▽

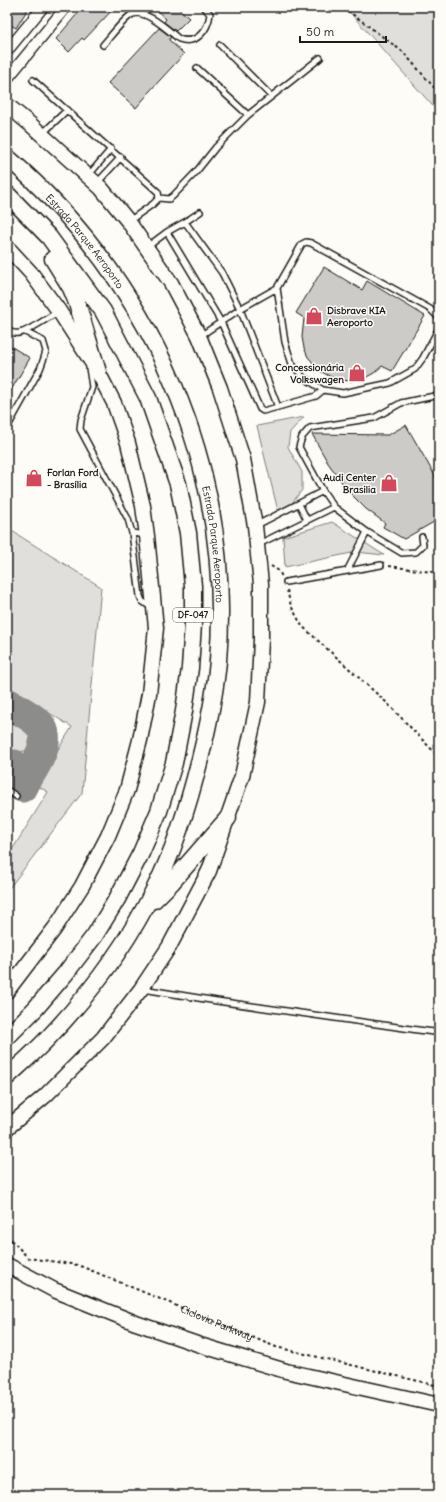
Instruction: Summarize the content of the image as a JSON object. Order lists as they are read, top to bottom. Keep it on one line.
{"streets":{"main road":["Estrada Parque Aeroporto","DF-047"],"path":["Ciclovia Parkway"]},"places":{"shop":["Disbrave KIA Aeroporto","Concessionária Volkswagen","Forlan Ford - Brasília","Audi Center Brasilia"]},"scale_bar":"50 m"}
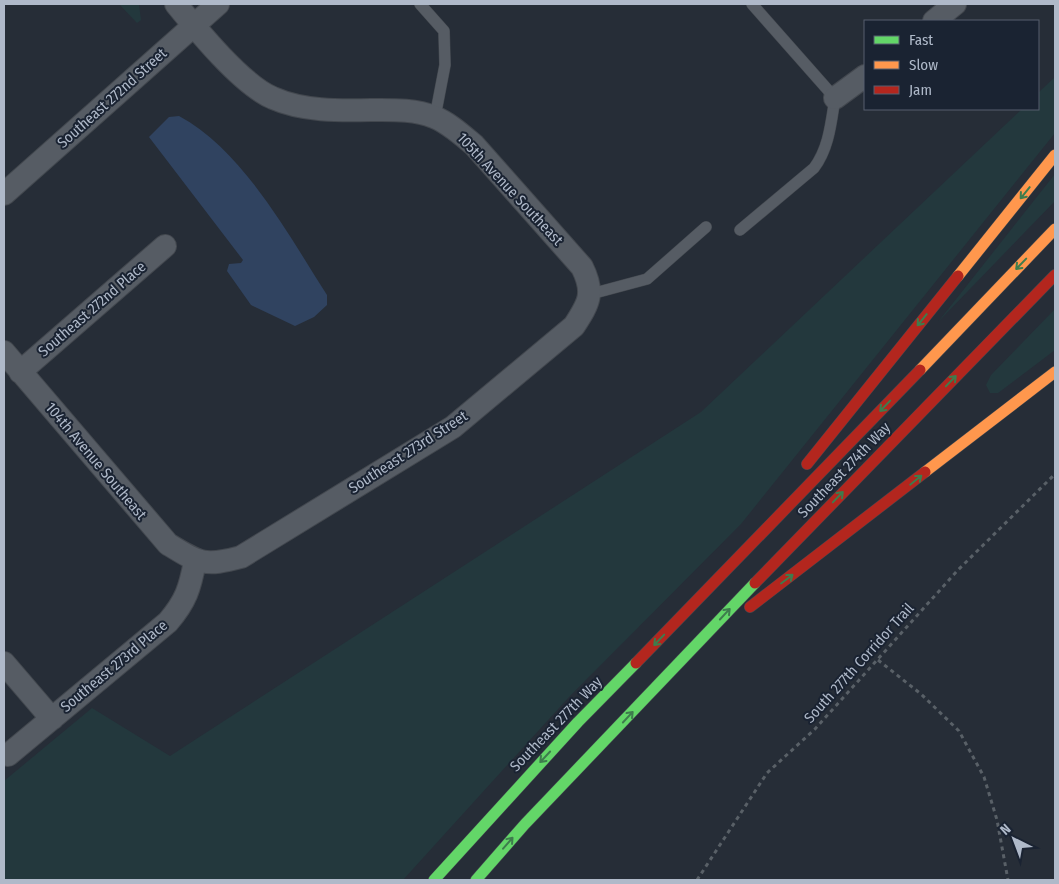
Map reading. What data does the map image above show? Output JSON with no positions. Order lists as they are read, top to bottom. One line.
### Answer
{"streets":{"main road":["Southeast 274th Way","Southeast 277th Way"],"street":["Southeast 272nd Street","105th Avenue Southeast","Southeast 272nd Place","Southeast 273rd Street","104th Avenue Southeast","Southeast 273rd Place"],"path":["South 277th Corridor Trail"]},"crossings":[["Southeast 272nd Street","105th Avenue Southeast"],["105th Avenue Southeast","Southeast 273rd Street"],["Southeast 272nd Place","104th Avenue Southeast"],["Southeast 273rd Street","104th Avenue Southeast"],["Southeast 273rd Street","Southeast 273rd Place"],["104th Avenue Southeast","Southeast 273rd Place"],["Southeast 274th Way","Southeast 277th Way"]],"legend":["Fast","Slow","Jam"],"north":"top left"}
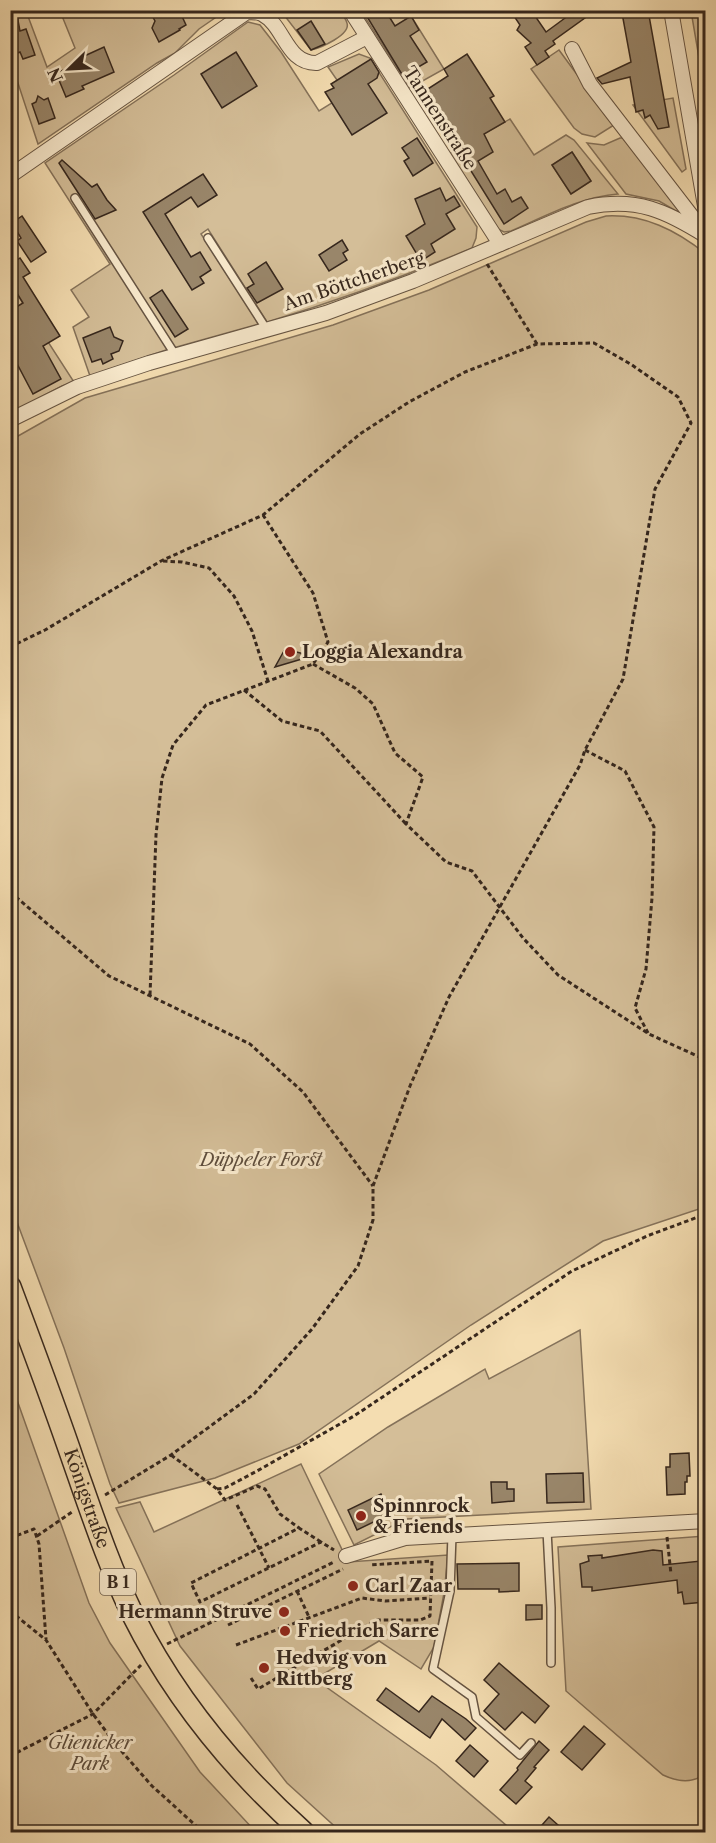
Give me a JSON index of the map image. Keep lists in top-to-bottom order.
{
  "streets": {
    "main road": ["Königstraße", "B 1"],
    "street": ["Tannenstraße", "Am Böttcherberg"]
  },
  "crossings": [
    ["Tannenstraße", "Am Böttcherberg"]
  ],
  "parks": ["Düppeler Forst", "Glienicker Park"],
  "places": [
    "Loggia Alexandra",
    "Spinnrock & Friends",
    "Carl Zaar",
    "Hermann Struve",
    "Friedrich Sarre",
    "Hedwig von Rittberg"
  ],
  "north": "bottom left"
}
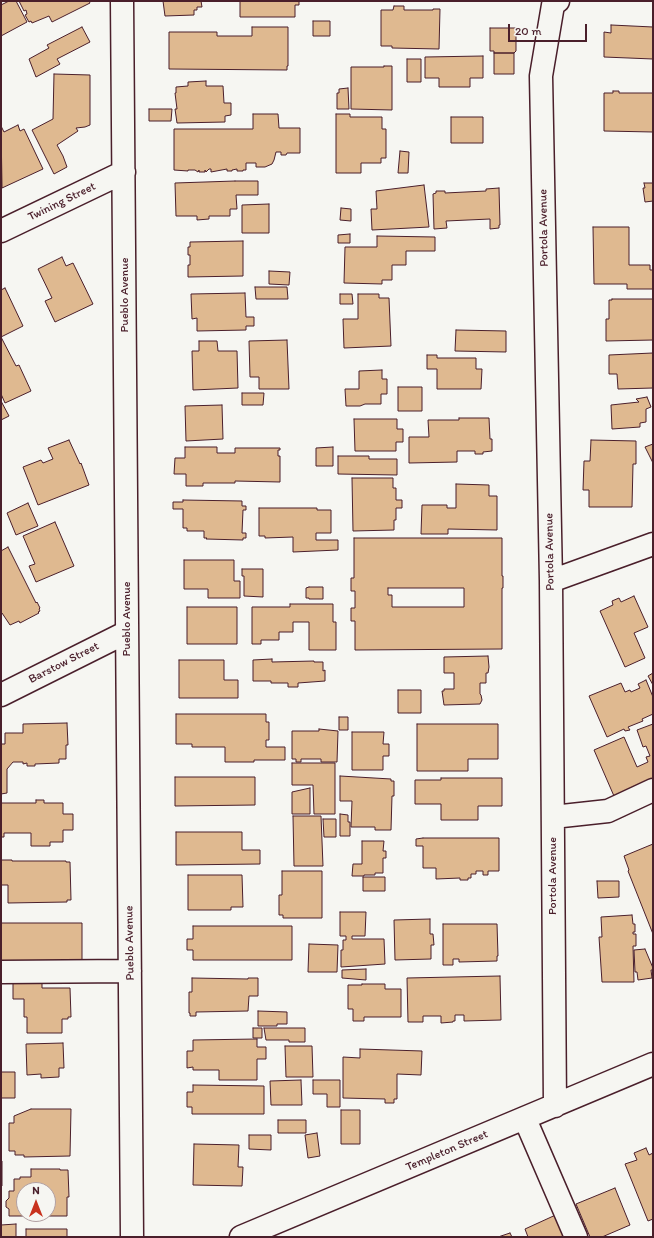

△

TASK PROMPT:
Copy each line of the records above without change, but do not include any picture.

ANSWER TO THIS EXERCISE:
Instruction: Summarize the content of the image as a JSON object. Order lists as they are read, top to bottom. Keep it on one line.
{"streets":{"main road":["Estrada Parque Aeroporto","DF-047"],"path":["Ciclovia Parkway"]},"places":{"shop":["Disbrave KIA Aeroporto","Concessionária Volkswagen","Forlan Ford - Brasília","Audi Center Brasilia"]},"scale_bar":"50 m"}
Map reading. What data does the map image above show? Output JSON with no positions. Order lists as they are read, top to bottom. One line.
### Answer
{"streets":{"main road":["Southeast 274th Way","Southeast 277th Way"],"street":["Southeast 272nd Street","105th Avenue Southeast","Southeast 272nd Place","Southeast 273rd Street","104th Avenue Southeast","Southeast 273rd Place"],"path":["South 277th Corridor Trail"]},"crossings":[["Southeast 272nd Street","105th Avenue Southeast"],["105th Avenue Southeast","Southeast 273rd Street"],["Southeast 272nd Place","104th Avenue Southeast"],["Southeast 273rd Street","104th Avenue Southeast"],["Southeast 273rd Street","Southeast 273rd Place"],["104th Avenue Southeast","Southeast 273rd Place"],["Southeast 274th Way","Southeast 277th Way"]],"legend":["Fast","Slow","Jam"],"north":"top left"}
Give me a JSON index of the map image. Keep lists in top-to-bottom order.
{
  "streets": {
    "main road": ["Königstraße", "B 1"],
    "street": ["Tannenstraße", "Am Böttcherberg"]
  },
  "crossings": [
    ["Tannenstraße", "Am Böttcherberg"]
  ],
  "parks": ["Düppeler Forst", "Glienicker Park"],
  "places": [
    "Loggia Alexandra",
    "Spinnrock & Friends",
    "Carl Zaar",
    "Hermann Struve",
    "Friedrich Sarre",
    "Hedwig von Rittberg"
  ],
  "north": "bottom left"
}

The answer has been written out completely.